Using functional magnetic resonance imaging (fMRI), we intended to reveal the effects of a single dose of olanzapine on reward-related brain activation.


Eight healthy subjects were each scanned twice, once 5 h after intake of 5 mg of olanzapine and once after intake of placebo in a double-blind cross-over design. Subjects performed a delayed incentive paradigm with monetary reward to investigate reward functions and a breath-holding task as a hypercapnic challenge to reveal unspecific drug effects on the fMRI signal.


Reward-related brain activation in the ventral striatum, anterior cingulate and inferior frontal cortex was reduced on olanzapine compared to placebo.

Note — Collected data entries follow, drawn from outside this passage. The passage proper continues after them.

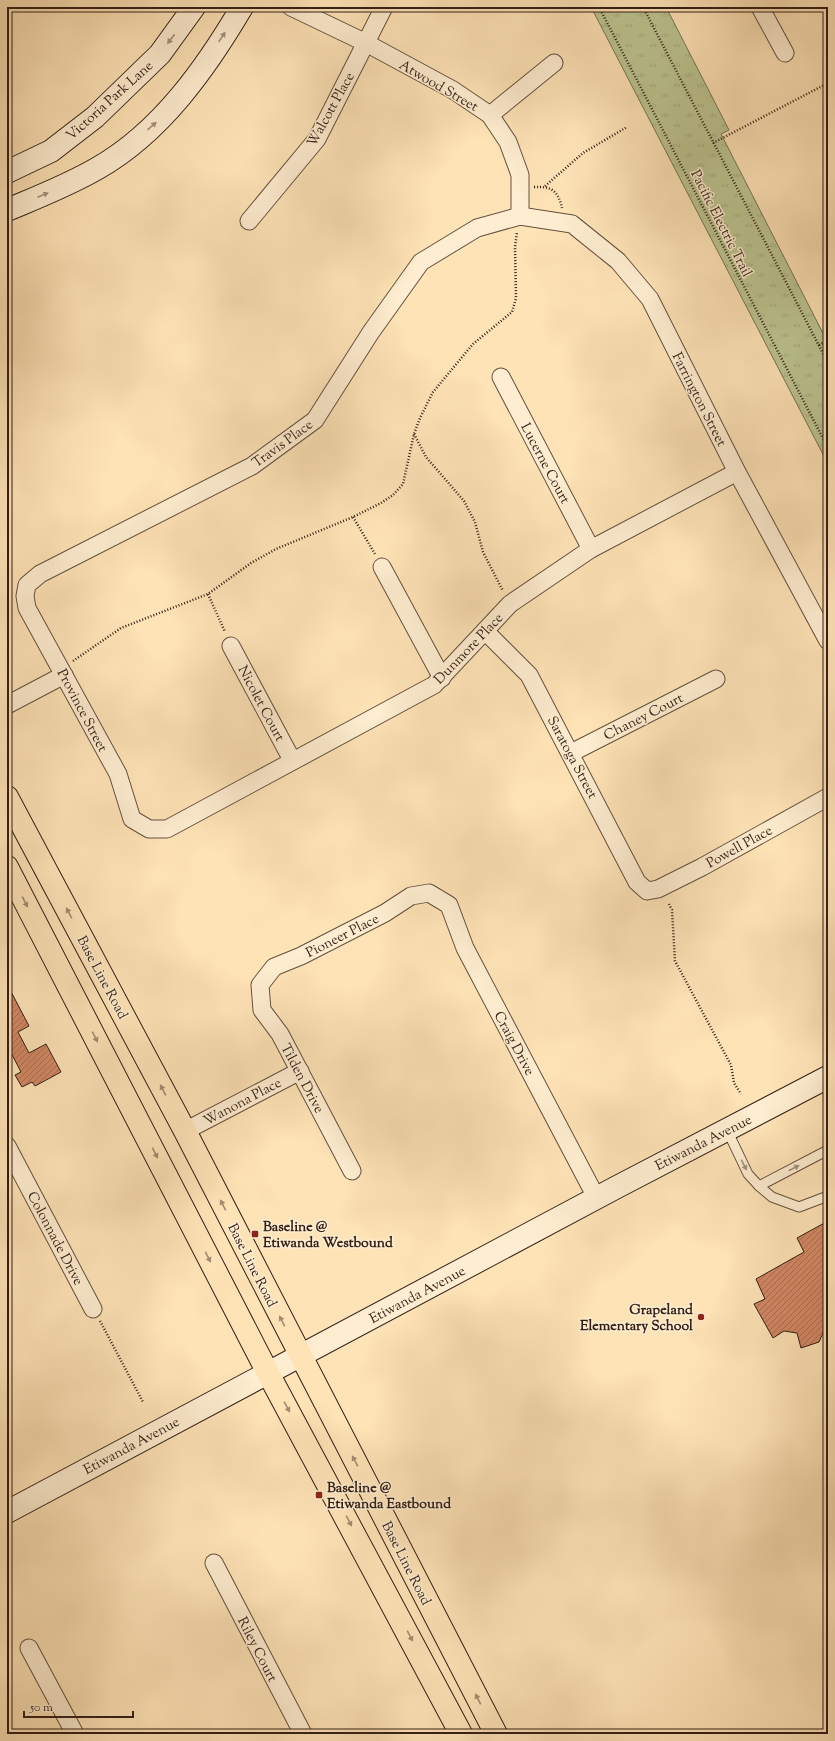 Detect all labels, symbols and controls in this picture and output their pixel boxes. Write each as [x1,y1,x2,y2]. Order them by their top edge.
one-way arrow [218,32,226,43]
one-way arrow [167,33,175,44]
street label: Atwood Street [395,56,481,118]
street label: Victoria Park Lane [62,57,158,146]
street label: Walcott Place [303,69,360,151]
one-way arrow [147,122,158,131]
street label: Pacific Electric Trail [685,167,756,281]
one-way arrow [37,191,49,198]
street label: Farrington Street [666,349,731,451]
street label: Travis Place [249,416,318,474]
street label: Lucerne Court [515,420,574,508]
street label: Dunmore Place [430,609,509,689]
street label: Nicolet Court [232,662,289,746]
street label: Province Street [51,666,112,756]
street label: Chaney Court [601,689,687,746]
street label: Saratoga Street [541,713,602,803]
street label: Powell Place [703,821,777,874]
one-way arrow [22,896,28,908]
one-way arrow [66,908,72,919]
street label: Pioneer Place [303,910,383,964]
street label: Base Line Road [71,933,132,1023]
street label: Craig Drive [488,1008,539,1080]
one-way arrow [92,1032,98,1043]
street label: Tilden Drive [275,1041,328,1117]
street label: Wanona Place [200,1074,285,1132]
one-way arrow [160,1084,166,1096]
street label: Etiwanda Avenue [652,1111,756,1177]
one-way arrow [152,1147,158,1159]
one-way arrow [741,1159,747,1171]
one-way arrow [788,1165,799,1171]
street label: Colonnade Drive [21,1188,87,1289]
one-way arrow [220,1200,226,1211]
place label: Baseline @ Etiwanda Westbound [263,1218,393,1254]
street label: Base Line Road [221,1220,281,1311]
marker: Baseline @ Etiwanda Westbound [250,1229,260,1239]
one-way arrow [205,1251,211,1263]
street label: Etiwanda Avenue [366,1262,470,1330]
place label: Grapeland Elementary School [580,1301,693,1337]
marker: Grapeland Elementary School [696,1312,706,1322]
one-way arrow [279,1315,285,1327]
one-way arrow [283,1401,290,1413]
street label: Etiwanda Avenue [80,1413,184,1481]
one-way arrow [351,1456,358,1467]
place label: Baseline @ Etiwanda Eastbound [327,1479,451,1515]
marker: Baseline @ Etiwanda Eastbound [314,1490,324,1500]
one-way arrow [345,1516,352,1527]
street label: Base Line Road [375,1518,435,1609]
street label: Riley Court [231,1614,281,1686]
one-way arrow [406,1630,413,1642]
scale bar [24,1693,133,1719]
one-way arrow [475,1694,481,1705]
text: 50 m [29,1699,53,1717]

Only the differential effects (high>no reward) in the ventral striatum were independent of overall drug effects as measured with the breath-holding task. Parallel to the differential effects in the ventral striatum, the acceleration of reaction times in the trials with higher rewards was diminished in the olanzapine sessions.


Our behavioural and fMRI results can be interpreted as first evidence from neuroimaging that olanzapine affects the assignment of incentive salience represented by differential activation in dopaminergic brain areas and acceleration of reaction times. This can help to better understand neuroleptic effects in psychiatric diseases. Furthermore, we demonstrate the value of a hypercapnic challenge in functional pharmaco-MRI.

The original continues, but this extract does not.